Launch the DuckDB command-line interface:
duckdb
Or if you downloaded the binary:
./duckdb
2

Install and load pg_scanner

Install the PostgreSQL scanner extension:
INSTALL postgres;
LOAD postgres;
These commands only need to be run once per DuckDB instance. The extension persists after installation.
3

Attach to PostgreSQL

Connect to your local PostgreSQL instance:
ATTACH 'dbname=postgres user=postgres password=very_secur3_pw host=127.0.0.1' 
  AS pg (TYPE POSTGRES);
This creates a database alias pg that references your PostgreSQL instance.
4

Verify the connection

List all tables across both DuckDB and PostgreSQL:
SHOW ALL TABLES;
You should see tables from both the local DuckDB instance and the attached PostgreSQL database.
5

Query PostgreSQL data

Query tables in PostgreSQL using the pg prefix:
SELECT * FROM pg.public.winelist;
This query runs against PostgreSQL but returns results in DuckDB.

Exercise: Replicate Data from Postgres to DuckDB

Use Create Table As Select (CTAS) to copy data from PostgreSQL into DuckDB:
-- Create a local DuckDB table from Postgres data
CREATE TABLE local_winelist AS
SELECT * FROM pg.public.winelist;

-- Verify the copy
SELECT COUNT(*) FROM local_winelist;
CTAS is efficient for one-time data replication. For incremental updates, consider using INSERT INTO ... SELECT with appropriate filters.

Example Queries with pg_scanner

-- Join Postgres data with local DuckDB data
SELECT 
  l.vintage,
  l.wine_name,
  p.price_history
FROM local_winelist l
JOIN pg.public.price_data p
  ON l.wine_id = p.wine_id
WHERE l.vintage >= 2000

Using pg_duckdb: Query MotherDuck from Postgres

The pg_duckdb extension allows PostgreSQL to query MotherDuck databases.
1

Connect to the container

Get your container name:
docker ps
Connect to the PostgreSQL container:
docker exec -it <container_name> /bin/bash
The container name is shown in the NAMES column of docker ps output.
2

Connect to PostgreSQL

From inside the container, connect to the database:
psql
This connects you to the PostgreSQL instance as the postgres user.
3

Query local PostgreSQL data

First, verify you can query local Postgres tables:
SELECT * FROM public.winelist;
4

Query MotherDuck data

Because you set MOTHERDUCK_TOKEN when starting the container, you can now query MotherDuck directly:
-- Query a MotherDuck table
SELECT * 
FROM duckdb.sample_data.nyc.service_requests
LIMIT 10;
The duckdb. prefix indicates this query runs through DuckDB/MotherDuck.

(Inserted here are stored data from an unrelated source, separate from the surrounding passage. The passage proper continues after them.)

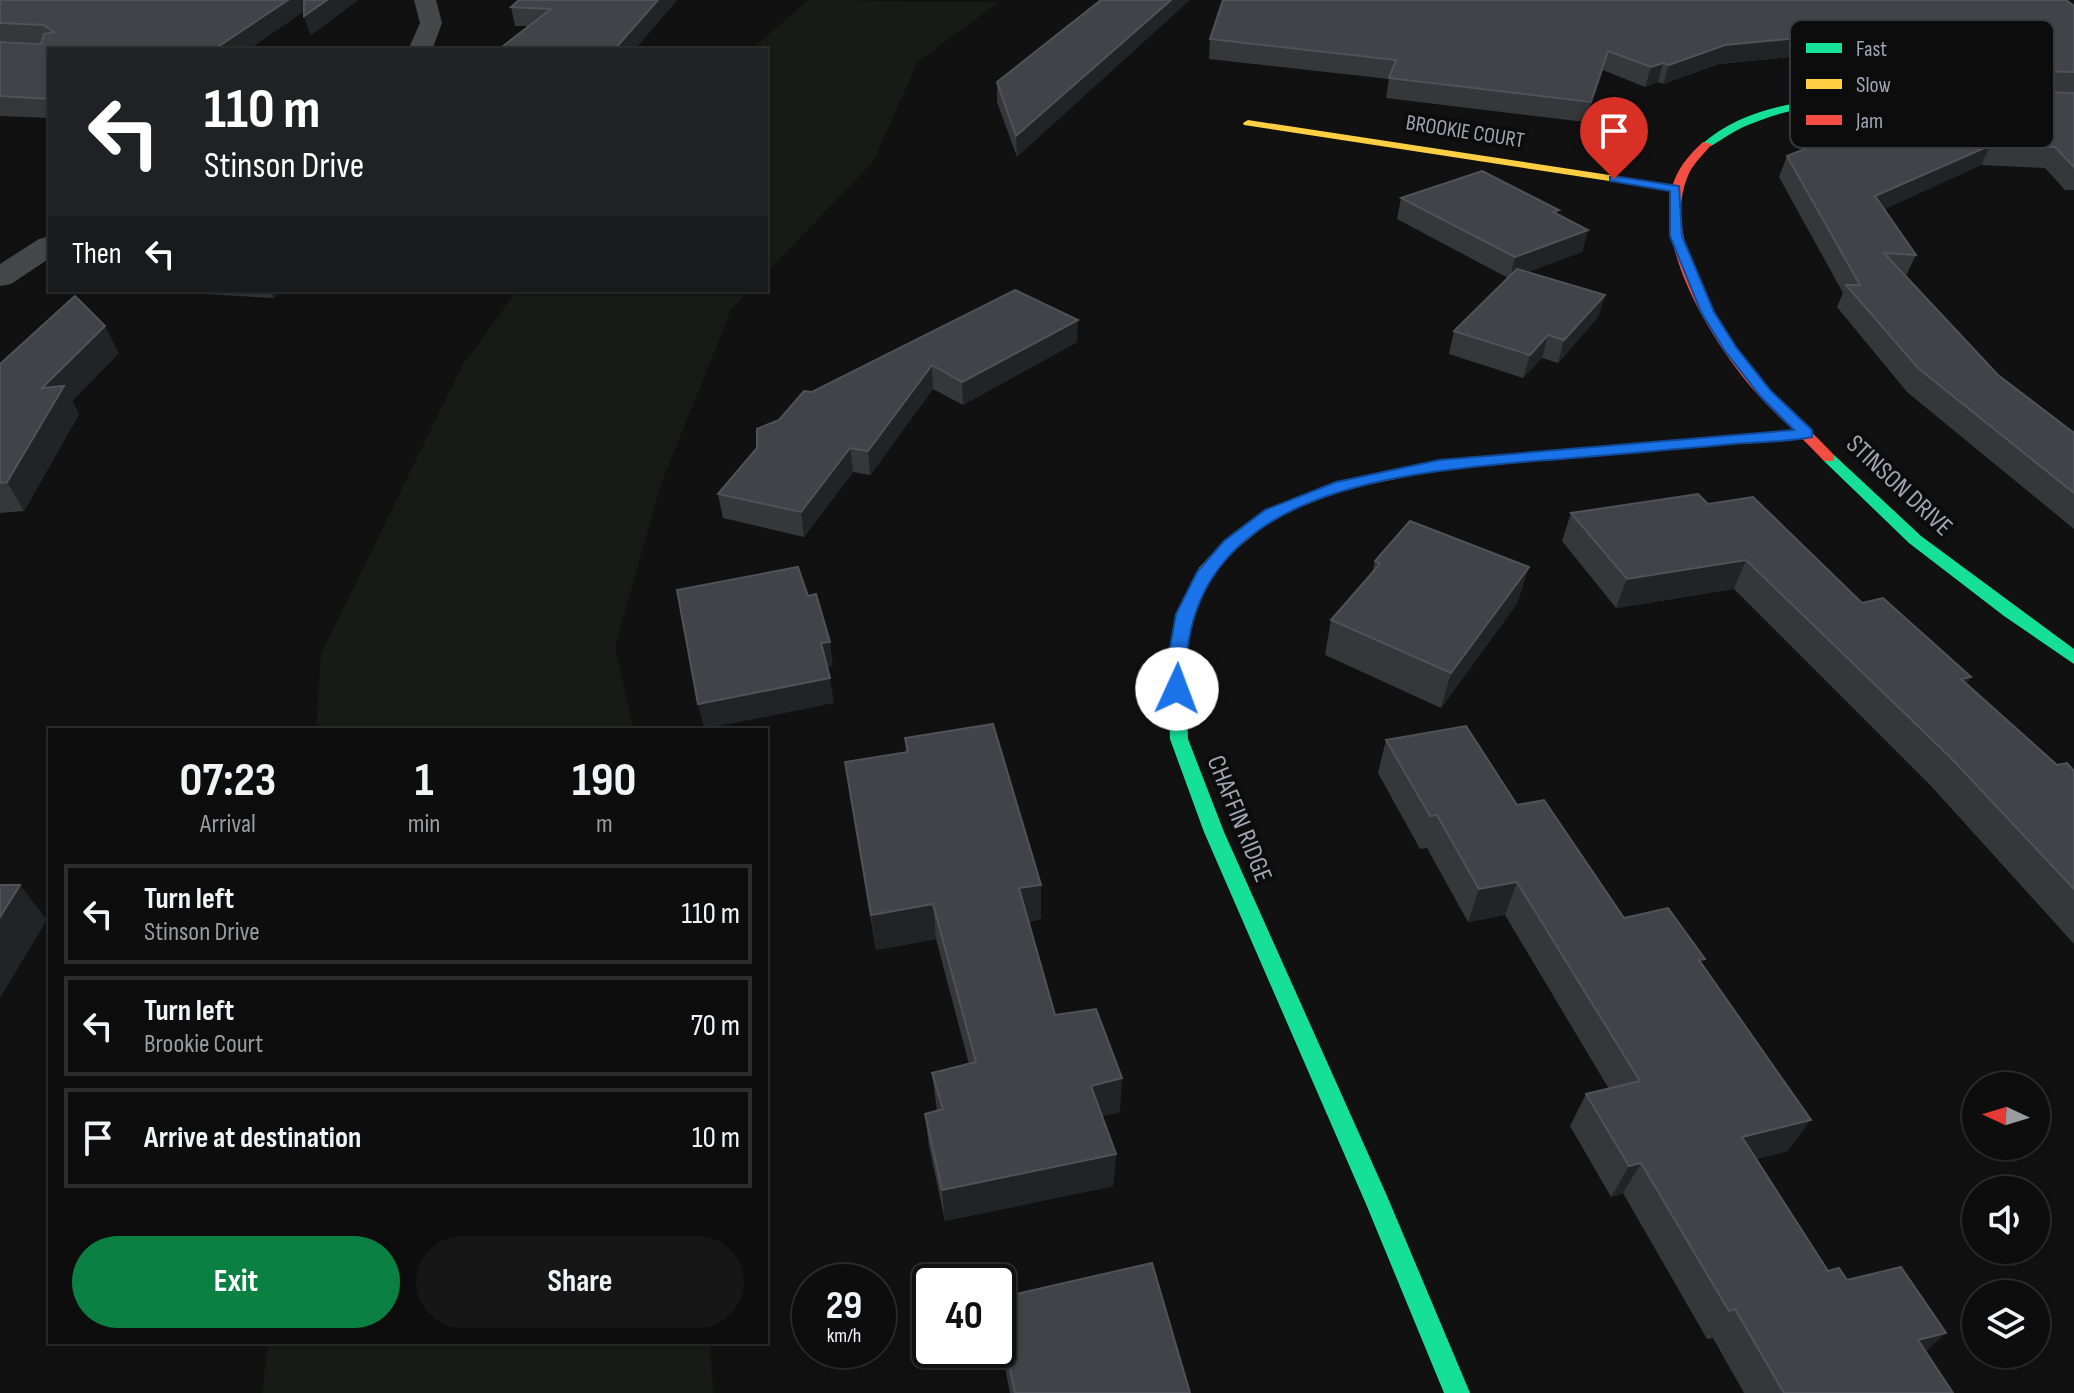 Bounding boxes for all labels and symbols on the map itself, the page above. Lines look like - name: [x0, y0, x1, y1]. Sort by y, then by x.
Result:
- legend: [1790, 20, 2054, 148]
- text: Fast: [1856, 36, 1887, 63]
- text: Slow: [1856, 72, 1891, 99]
- pin: [1580, 97, 1648, 179]
- text: Jam: [1855, 108, 1883, 135]
- street label: BROOKIE COURT: [1404, 109, 1526, 155]
- street label: STINSON DRIVE: [1840, 429, 1958, 543]
- position arrow: [1135, 647, 1219, 731]
- street label: CHAFFIN RIDGE: [1200, 751, 1278, 887]
- north arrow: [1962, 1072, 2050, 1160]
- speed limit sign: 40: [912, 1264, 1016, 1368]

Exercise: Replicate Data from MotherDuck to Postgres

Use CTAS to copy data from MotherDuck into PostgreSQL:
-- Create a Postgres table from MotherDuck data
CREATE TABLE nyc_requests AS
SELECT * 
FROM duckdb.sample_data.nyc.service_requests
LIMIT 1000;

-- Verify the data
SELECT COUNT(*) FROM nyc_requests;

Exercise: Hybrid Query

Write a query that combines data from both PostgreSQL and MotherDuck:
-- Join Postgres data with MotherDuck data
SELECT 
  p.wine_name,
  p.vintage,
  p.price_per_bottle,
  md.market_data
FROM public.winelist p
JOIN duckdb.wine_analysis.market_trends md
  ON p.wine_id = md.wine_id
WHERE p.vintage >= 2015
ORDER BY p.price_per_bottle DESC
LIMIT 20;
Hybrid queries allow you to leverage PostgreSQL’s transactional capabilities with MotherDuck’s analytical performance.

Architecture Patterns

Pattern 1: Postgres as Source, MotherDuck as Analytics

-- In DuckDB with pg_scanner
-- Extract transactional data from Postgres
CREATE TABLE analytics.daily_orders AS
SELECT 
  DATE_TRUNC('day', order_date) as date,
  customer_id,
  SUM(total_amount) as daily_total,
  COUNT(*) as order_count
FROM pg.public.orders
WHERE order_date >= CURRENT_DATE - INTERVAL '90 days'
GROUP BY date, customer_id;

-- Upload to MotherDuck for analytics
COPY analytics.daily_orders TO 'md:analytics';

Pattern 2: MotherDuck as Source, Postgres as Serving Layer

-- In Postgres with pg_duckdb
-- Materialize MotherDuck analytics in Postgres
CREATE MATERIALIZED VIEW customer_metrics AS
SELECT 
  customer_id,
  total_orders,
  lifetime_value,
  last_order_date
FROM duckdb.analytics.customer_summary;

-- Refresh periodically
REFRESH MATERIALIZED VIEW customer_metrics;

Pattern 3: Bidirectional Sync

-- Sync operational data to analytics warehouse
-- From Postgres to MotherDuck (using DuckDB CLI)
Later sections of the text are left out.